What is expected —
Locate the word "linecap" in the material, then show every line that holds it.

◆ ◆ ◆ ◆ ◆ ◆ ◆

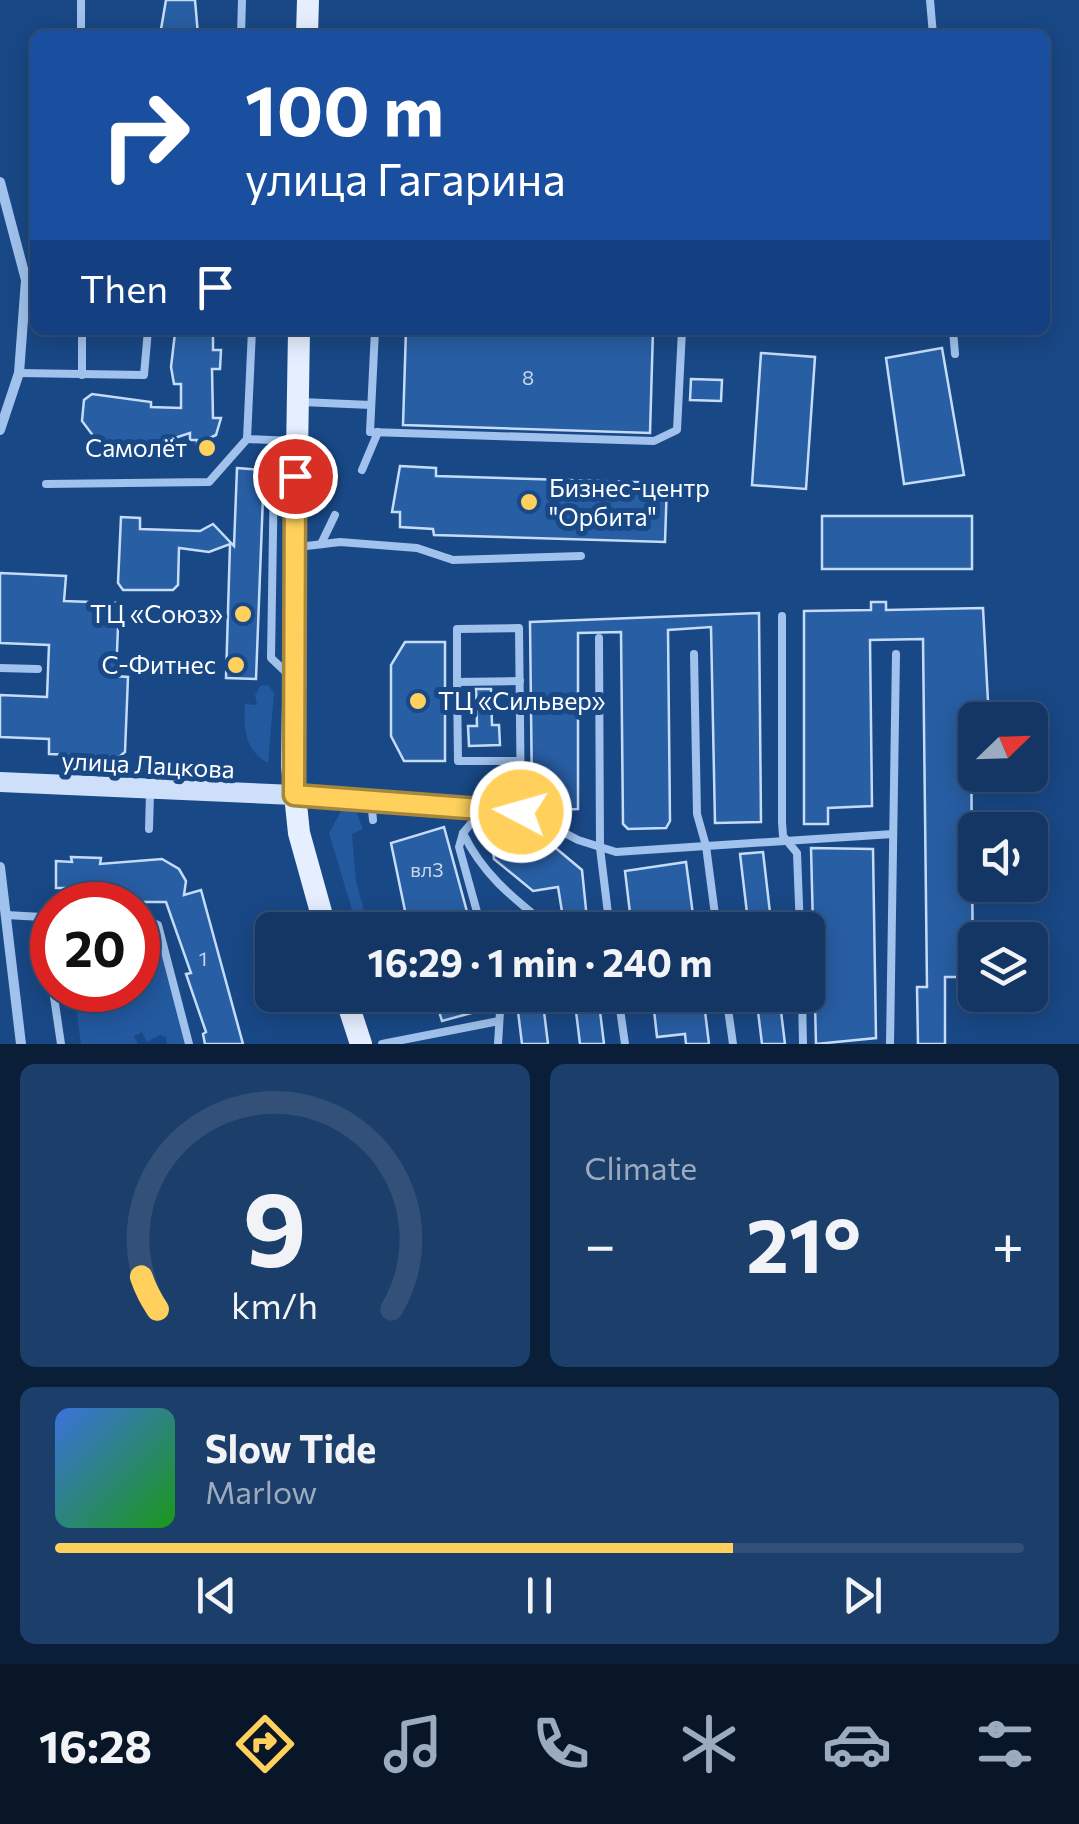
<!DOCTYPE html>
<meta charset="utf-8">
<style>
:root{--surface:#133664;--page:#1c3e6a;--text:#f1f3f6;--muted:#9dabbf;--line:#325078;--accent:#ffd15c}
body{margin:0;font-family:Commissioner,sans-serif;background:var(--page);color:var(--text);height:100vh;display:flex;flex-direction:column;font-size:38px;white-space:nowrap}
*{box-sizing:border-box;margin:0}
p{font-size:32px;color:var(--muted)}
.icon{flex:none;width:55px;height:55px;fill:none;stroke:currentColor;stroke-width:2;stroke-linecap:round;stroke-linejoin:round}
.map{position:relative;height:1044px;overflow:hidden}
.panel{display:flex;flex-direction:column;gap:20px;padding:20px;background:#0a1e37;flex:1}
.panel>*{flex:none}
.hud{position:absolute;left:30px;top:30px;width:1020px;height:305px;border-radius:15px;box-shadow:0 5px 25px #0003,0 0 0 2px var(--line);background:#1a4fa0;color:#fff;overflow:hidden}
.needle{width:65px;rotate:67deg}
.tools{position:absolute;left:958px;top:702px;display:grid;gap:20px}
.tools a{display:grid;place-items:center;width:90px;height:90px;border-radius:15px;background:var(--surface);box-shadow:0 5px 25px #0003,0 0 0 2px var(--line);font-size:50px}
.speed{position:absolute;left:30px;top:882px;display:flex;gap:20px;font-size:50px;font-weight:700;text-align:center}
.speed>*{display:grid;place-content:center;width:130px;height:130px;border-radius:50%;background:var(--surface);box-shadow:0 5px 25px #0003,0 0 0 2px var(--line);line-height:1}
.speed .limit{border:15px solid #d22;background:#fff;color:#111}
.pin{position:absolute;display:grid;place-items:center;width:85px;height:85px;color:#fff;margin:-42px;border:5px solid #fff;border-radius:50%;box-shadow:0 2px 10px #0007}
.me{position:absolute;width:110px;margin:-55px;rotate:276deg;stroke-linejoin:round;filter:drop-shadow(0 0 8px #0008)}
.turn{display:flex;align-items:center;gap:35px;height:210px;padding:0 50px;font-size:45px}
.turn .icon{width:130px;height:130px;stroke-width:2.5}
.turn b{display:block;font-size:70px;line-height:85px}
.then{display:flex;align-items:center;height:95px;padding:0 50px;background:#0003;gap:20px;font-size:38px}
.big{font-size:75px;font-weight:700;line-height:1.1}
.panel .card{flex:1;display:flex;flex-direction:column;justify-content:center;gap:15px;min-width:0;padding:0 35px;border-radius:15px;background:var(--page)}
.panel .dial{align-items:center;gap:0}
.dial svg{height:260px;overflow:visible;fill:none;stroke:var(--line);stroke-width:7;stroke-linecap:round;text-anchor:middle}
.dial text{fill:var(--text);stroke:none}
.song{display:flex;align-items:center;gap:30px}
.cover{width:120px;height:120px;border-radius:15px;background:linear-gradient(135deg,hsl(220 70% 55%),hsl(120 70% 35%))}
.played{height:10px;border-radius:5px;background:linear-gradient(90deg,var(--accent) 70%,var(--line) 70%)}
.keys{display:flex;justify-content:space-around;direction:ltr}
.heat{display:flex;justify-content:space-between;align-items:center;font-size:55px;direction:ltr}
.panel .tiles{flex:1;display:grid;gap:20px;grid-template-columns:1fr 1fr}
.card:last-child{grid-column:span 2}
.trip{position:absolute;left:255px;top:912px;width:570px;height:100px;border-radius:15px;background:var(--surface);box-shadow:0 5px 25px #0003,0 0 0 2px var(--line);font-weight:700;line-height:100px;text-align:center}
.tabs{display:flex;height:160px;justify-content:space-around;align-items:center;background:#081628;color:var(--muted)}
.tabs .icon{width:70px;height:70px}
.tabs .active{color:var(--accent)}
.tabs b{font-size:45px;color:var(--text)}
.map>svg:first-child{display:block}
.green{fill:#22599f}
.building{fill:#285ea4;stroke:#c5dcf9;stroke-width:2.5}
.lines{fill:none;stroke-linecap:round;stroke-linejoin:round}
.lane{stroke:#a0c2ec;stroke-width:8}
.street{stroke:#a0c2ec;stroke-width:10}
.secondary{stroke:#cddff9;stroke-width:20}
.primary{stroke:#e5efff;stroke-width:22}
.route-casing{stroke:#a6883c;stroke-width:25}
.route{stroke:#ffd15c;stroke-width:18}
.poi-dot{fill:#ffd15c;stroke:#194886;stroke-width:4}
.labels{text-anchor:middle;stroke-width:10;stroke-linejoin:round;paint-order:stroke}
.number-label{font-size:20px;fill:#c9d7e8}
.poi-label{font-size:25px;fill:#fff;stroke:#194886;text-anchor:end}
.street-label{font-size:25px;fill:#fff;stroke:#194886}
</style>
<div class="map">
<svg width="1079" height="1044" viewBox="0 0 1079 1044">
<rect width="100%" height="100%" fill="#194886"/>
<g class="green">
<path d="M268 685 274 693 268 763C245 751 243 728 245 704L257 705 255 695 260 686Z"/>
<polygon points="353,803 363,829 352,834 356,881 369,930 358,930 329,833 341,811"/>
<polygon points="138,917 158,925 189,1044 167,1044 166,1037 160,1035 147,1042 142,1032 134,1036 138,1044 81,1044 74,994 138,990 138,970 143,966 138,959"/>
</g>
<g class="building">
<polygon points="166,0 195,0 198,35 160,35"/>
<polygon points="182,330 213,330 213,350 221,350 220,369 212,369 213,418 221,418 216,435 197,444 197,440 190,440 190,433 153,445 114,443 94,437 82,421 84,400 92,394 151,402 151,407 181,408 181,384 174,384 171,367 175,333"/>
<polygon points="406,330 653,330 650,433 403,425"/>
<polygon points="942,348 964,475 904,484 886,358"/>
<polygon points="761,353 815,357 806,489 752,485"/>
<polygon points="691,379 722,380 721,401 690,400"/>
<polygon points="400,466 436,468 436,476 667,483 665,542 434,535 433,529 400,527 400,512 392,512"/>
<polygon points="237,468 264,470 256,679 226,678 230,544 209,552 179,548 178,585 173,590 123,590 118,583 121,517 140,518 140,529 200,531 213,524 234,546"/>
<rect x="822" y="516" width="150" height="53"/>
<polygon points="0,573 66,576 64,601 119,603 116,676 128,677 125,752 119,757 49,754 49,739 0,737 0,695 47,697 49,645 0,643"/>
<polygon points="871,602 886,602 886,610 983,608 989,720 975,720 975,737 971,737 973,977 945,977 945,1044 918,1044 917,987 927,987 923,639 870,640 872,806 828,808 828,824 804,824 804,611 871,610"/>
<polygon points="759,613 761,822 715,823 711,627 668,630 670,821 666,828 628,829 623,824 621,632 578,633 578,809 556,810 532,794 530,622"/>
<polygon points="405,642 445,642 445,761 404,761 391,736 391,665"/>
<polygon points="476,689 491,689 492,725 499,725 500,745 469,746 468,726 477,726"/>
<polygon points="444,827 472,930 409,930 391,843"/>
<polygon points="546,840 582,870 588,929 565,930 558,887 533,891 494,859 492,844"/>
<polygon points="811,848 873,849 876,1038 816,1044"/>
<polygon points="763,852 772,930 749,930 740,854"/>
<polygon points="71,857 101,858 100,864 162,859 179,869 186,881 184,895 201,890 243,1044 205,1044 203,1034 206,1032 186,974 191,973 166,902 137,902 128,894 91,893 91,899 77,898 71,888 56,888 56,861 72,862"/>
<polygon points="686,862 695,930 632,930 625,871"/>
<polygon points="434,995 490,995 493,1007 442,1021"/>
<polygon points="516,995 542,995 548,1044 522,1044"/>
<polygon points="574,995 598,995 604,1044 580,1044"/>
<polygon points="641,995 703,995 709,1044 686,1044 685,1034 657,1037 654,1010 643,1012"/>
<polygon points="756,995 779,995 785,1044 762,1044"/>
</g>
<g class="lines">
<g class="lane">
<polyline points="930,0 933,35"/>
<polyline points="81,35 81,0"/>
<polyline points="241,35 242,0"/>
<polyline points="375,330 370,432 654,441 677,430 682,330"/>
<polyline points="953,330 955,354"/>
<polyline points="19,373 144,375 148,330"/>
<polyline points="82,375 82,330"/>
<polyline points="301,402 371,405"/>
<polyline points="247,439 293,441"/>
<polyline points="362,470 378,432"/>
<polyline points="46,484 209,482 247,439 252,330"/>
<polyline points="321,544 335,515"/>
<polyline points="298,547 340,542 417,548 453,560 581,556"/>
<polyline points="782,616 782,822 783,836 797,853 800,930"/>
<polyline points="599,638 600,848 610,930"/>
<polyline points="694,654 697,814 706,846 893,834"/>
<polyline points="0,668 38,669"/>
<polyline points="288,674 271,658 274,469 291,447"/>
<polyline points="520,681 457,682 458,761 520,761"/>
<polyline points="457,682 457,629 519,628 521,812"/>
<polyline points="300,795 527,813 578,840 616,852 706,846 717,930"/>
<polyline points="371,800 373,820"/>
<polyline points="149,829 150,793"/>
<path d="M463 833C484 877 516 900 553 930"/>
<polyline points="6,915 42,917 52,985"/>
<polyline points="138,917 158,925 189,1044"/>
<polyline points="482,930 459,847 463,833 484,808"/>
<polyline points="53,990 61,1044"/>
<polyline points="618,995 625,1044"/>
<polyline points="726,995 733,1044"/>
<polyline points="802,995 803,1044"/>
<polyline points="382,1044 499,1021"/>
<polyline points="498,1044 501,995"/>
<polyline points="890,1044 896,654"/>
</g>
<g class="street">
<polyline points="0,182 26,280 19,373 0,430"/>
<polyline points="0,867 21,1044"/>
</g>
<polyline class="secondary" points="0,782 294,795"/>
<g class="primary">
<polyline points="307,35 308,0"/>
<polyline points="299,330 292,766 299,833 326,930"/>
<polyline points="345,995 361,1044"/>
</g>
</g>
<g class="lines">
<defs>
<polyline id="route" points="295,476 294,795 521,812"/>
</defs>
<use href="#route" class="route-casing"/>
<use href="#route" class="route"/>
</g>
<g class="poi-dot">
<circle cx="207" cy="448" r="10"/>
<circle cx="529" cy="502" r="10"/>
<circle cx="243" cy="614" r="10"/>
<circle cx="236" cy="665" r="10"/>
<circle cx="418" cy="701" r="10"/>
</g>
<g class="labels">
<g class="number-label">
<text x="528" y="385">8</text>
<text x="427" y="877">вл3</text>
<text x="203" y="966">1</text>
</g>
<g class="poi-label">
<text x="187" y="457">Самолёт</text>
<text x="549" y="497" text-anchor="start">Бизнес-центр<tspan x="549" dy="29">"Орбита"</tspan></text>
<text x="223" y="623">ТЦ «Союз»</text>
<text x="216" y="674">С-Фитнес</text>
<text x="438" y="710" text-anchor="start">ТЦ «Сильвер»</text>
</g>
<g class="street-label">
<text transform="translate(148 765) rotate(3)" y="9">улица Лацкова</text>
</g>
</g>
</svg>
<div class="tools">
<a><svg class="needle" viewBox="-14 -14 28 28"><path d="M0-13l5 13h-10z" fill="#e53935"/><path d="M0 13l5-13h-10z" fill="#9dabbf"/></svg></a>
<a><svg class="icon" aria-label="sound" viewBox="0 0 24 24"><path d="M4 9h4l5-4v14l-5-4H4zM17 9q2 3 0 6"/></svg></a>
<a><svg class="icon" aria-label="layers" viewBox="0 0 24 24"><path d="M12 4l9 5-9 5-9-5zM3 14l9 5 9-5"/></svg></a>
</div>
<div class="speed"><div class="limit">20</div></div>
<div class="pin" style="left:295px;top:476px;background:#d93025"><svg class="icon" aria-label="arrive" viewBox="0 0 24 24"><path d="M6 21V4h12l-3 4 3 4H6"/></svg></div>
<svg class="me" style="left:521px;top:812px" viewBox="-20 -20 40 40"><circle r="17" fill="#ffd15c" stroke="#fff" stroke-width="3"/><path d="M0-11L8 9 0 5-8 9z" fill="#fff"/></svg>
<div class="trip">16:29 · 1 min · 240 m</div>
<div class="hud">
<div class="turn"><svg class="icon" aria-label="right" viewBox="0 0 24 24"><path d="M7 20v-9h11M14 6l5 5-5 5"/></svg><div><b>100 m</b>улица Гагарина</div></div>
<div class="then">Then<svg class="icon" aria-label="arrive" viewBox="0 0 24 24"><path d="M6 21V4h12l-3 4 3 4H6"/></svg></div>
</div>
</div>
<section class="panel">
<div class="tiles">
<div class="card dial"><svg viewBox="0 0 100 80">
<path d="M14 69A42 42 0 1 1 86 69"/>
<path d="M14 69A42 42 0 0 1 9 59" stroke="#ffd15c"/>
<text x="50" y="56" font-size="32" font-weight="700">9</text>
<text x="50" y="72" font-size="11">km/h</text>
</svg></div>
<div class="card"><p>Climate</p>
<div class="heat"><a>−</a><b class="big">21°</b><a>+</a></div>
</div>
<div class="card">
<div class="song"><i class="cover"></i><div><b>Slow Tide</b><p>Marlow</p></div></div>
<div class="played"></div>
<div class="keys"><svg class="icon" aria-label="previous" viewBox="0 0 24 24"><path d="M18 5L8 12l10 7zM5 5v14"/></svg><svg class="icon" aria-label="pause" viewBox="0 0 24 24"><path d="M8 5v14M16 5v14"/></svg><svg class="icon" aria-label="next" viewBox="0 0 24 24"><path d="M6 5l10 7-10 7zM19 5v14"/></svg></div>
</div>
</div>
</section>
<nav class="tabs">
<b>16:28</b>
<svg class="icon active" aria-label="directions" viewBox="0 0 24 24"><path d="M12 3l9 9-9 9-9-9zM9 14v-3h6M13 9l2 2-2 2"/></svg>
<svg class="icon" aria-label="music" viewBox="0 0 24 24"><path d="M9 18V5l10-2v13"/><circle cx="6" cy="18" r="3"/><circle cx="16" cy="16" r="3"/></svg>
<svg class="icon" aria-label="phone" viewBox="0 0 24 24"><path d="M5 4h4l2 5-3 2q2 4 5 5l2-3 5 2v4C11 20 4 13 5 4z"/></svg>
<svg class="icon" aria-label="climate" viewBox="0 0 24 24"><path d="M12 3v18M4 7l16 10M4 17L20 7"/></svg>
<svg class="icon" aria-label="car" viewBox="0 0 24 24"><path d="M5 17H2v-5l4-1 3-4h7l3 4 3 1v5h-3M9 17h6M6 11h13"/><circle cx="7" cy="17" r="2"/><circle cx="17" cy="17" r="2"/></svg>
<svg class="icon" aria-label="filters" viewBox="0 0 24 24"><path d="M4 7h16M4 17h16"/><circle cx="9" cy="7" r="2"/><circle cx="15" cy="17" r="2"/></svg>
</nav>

◆ ◆ ◆ ◆ ◆ ◆ ◆

Task answer —
.icon{flex:none;width:55px;height:55px;fill:none;stroke:currentColor;stroke-width:2;stroke-linecap:round;stroke-linejoin:round}
.dial svg{height:260px;overflow:visible;fill:none;stroke:var(--line);stroke-width:7;stroke-linecap:round;text-anchor:middle}
.lines{fill:none;stroke-linecap:round;stroke-linejoin:round}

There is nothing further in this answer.